Leaving out every picture, output the records below exactly as they are.

------------------------------------

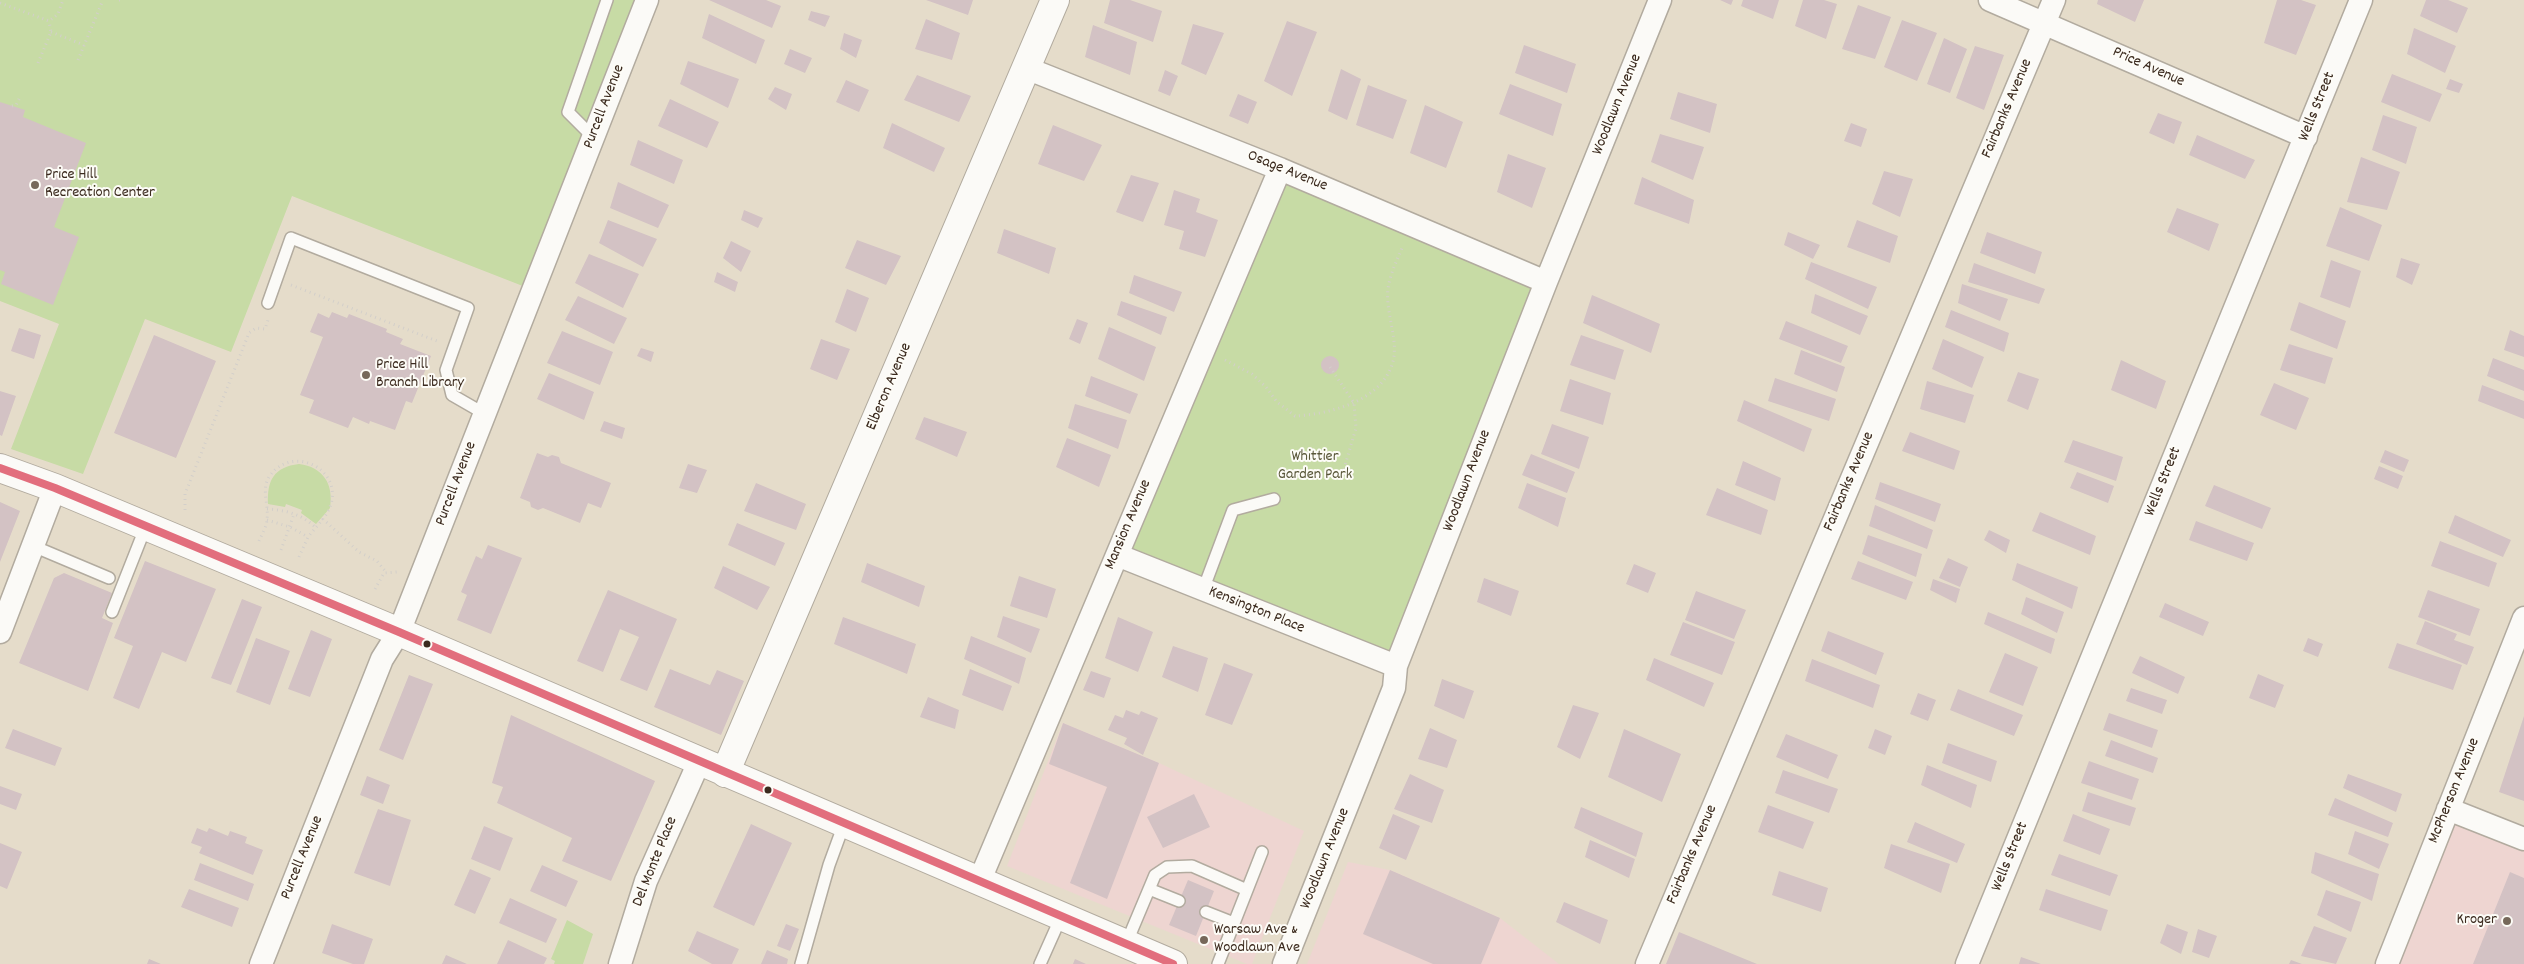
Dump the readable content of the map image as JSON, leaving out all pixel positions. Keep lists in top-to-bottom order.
{
  "streets": {
    "main road": ["Elberon Avenue"],
    "street": [
      "Price Avenue",
      "Woodlawn Avenue",
      "Purcell Avenue",
      "Wells Street",
      "Fairbanks Avenue",
      "Osage Avenue",
      "Mansion Avenue",
      "Kensington Place",
      "McPherson Avenue",
      "Del Monte Place"
    ]
  },
  "crossings": [
    ["Price Avenue", "Wells Street"],
    ["Price Avenue", "Fairbanks Avenue"],
    ["Woodlawn Avenue", "Osage Avenue"],
    ["Woodlawn Avenue", "Kensington Place"],
    ["Osage Avenue", "Elberon Avenue"],
    ["Osage Avenue", "Mansion Avenue"],
    ["Mansion Avenue", "Kensington Place"]
  ],
  "parks": ["Whittier Garden Park"],
  "places": [
    "Price Hill Recreation Center",
    "Price Hill Branch Library",
    "Kroger",
    "Warsaw Ave & Woodlawn Ave"
  ]
}
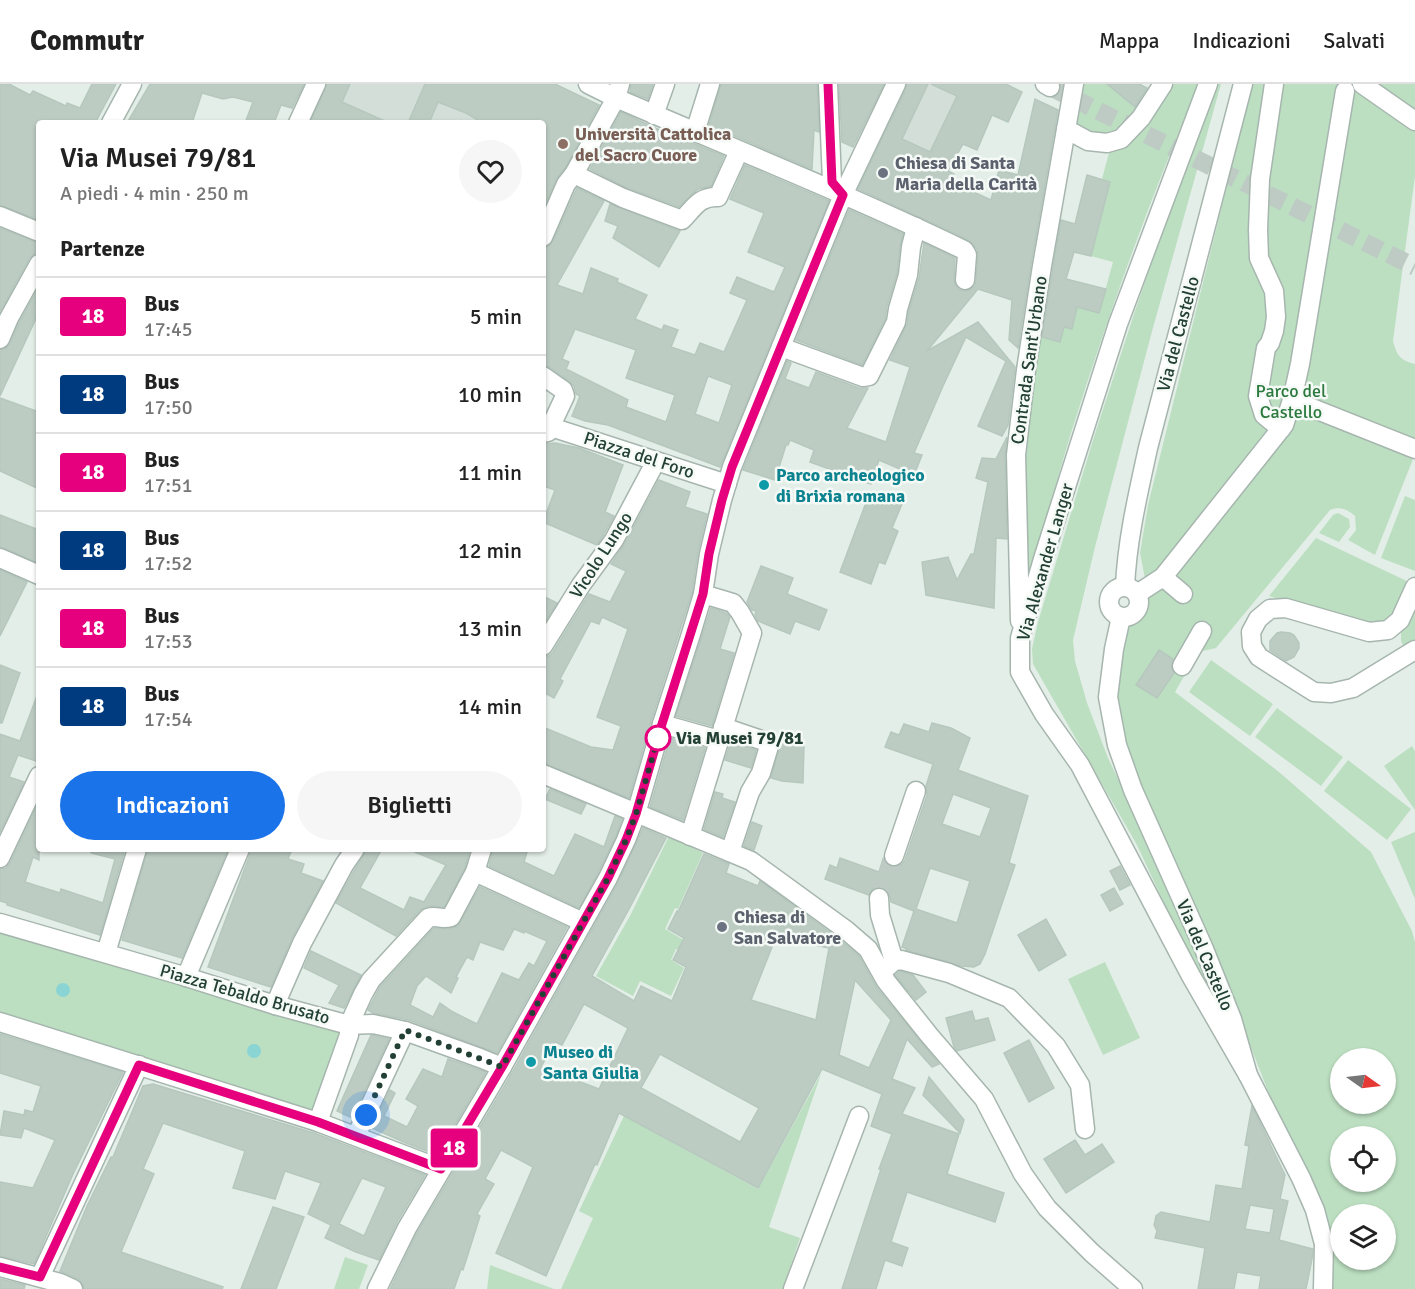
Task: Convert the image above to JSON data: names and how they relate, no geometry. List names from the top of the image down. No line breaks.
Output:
{"streets":{"street":["Via del Castello","Contrada Sant'Urbano","Piazza del Foro","Vicolo Lungo","Via Alexander Langer","Piazza Tebaldo Brusato"]},"crossings":[["Via del Castello","Via Alexander Langer"],["Contrada Sant'Urbano","Via Alexander Langer"],["Piazza del Foro","Vicolo Lungo"]],"parks":["Parco del Castello"],"places":["Università Cattolica del Sacro Cuore","Chiesa di Santa Maria della Carità","Parco archeologico di Brixia romana","Via Musei 79/81","Chiesa di San Salvatore","Museo di Santa Giulia"],"lines":["bus line 18"],"north":"right","page":{"header":"Commutr","nav":["Mappa","Indicazioni","Salvati"],"on_map":"18","heading":[["Via Musei 79/81","A piedi · 4 min · 250 m"],"Partenze"],"list":[{"mark":"18","name":"Bus","note":"17:45","value":"5 min"},{"mark":"18","name":"Bus","note":"17:50","value":"10 min"},{"mark":"18","name":"Bus","note":"17:51","value":"11 min"},{"mark":"18","name":"Bus","note":"17:52","value":"12 min"},{"mark":"18","name":"Bus","note":"17:53","value":"13 min"},{"mark":"18","name":"Bus","note":"17:54","value":"14 min"}],"buttons":["Indicazioni","Biglietti"]}}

------------------------------------

=== Answer for the task ===
Dump the readable content of the map image as JSON, leaving out all pixel positions. Keep lists in top-to-bottom order.
{
  "streets": {
    "main road": ["Elberon Avenue"],
    "street": [
      "Price Avenue",
      "Woodlawn Avenue",
      "Purcell Avenue",
      "Wells Street",
      "Fairbanks Avenue",
      "Osage Avenue",
      "Mansion Avenue",
      "Kensington Place",
      "McPherson Avenue",
      "Del Monte Place"
    ]
  },
  "crossings": [
    ["Price Avenue", "Wells Street"],
    ["Price Avenue", "Fairbanks Avenue"],
    ["Woodlawn Avenue", "Osage Avenue"],
    ["Woodlawn Avenue", "Kensington Place"],
    ["Osage Avenue", "Elberon Avenue"],
    ["Osage Avenue", "Mansion Avenue"],
    ["Mansion Avenue", "Kensington Place"]
  ],
  "parks": ["Whittier Garden Park"],
  "places": [
    "Price Hill Recreation Center",
    "Price Hill Branch Library",
    "Kroger",
    "Warsaw Ave & Woodlawn Ave"
  ]
}
Task: Convert the image above to JSON data: names and how they relate, no geometry. List names from the top of the image down. No line breaks.
Output:
{"streets":{"street":["Via del Castello","Contrada Sant'Urbano","Piazza del Foro","Vicolo Lungo","Via Alexander Langer","Piazza Tebaldo Brusato"]},"crossings":[["Via del Castello","Via Alexander Langer"],["Contrada Sant'Urbano","Via Alexander Langer"],["Piazza del Foro","Vicolo Lungo"]],"parks":["Parco del Castello"],"places":["Università Cattolica del Sacro Cuore","Chiesa di Santa Maria della Carità","Parco archeologico di Brixia romana","Via Musei 79/81","Chiesa di San Salvatore","Museo di Santa Giulia"],"lines":["bus line 18"],"north":"right","page":{"header":"Commutr","nav":["Mappa","Indicazioni","Salvati"],"on_map":"18","heading":[["Via Musei 79/81","A piedi · 4 min · 250 m"],"Partenze"],"list":[{"mark":"18","name":"Bus","note":"17:45","value":"5 min"},{"mark":"18","name":"Bus","note":"17:50","value":"10 min"},{"mark":"18","name":"Bus","note":"17:51","value":"11 min"},{"mark":"18","name":"Bus","note":"17:52","value":"12 min"},{"mark":"18","name":"Bus","note":"17:53","value":"13 min"},{"mark":"18","name":"Bus","note":"17:54","value":"14 min"}],"buttons":["Indicazioni","Biglietti"]}}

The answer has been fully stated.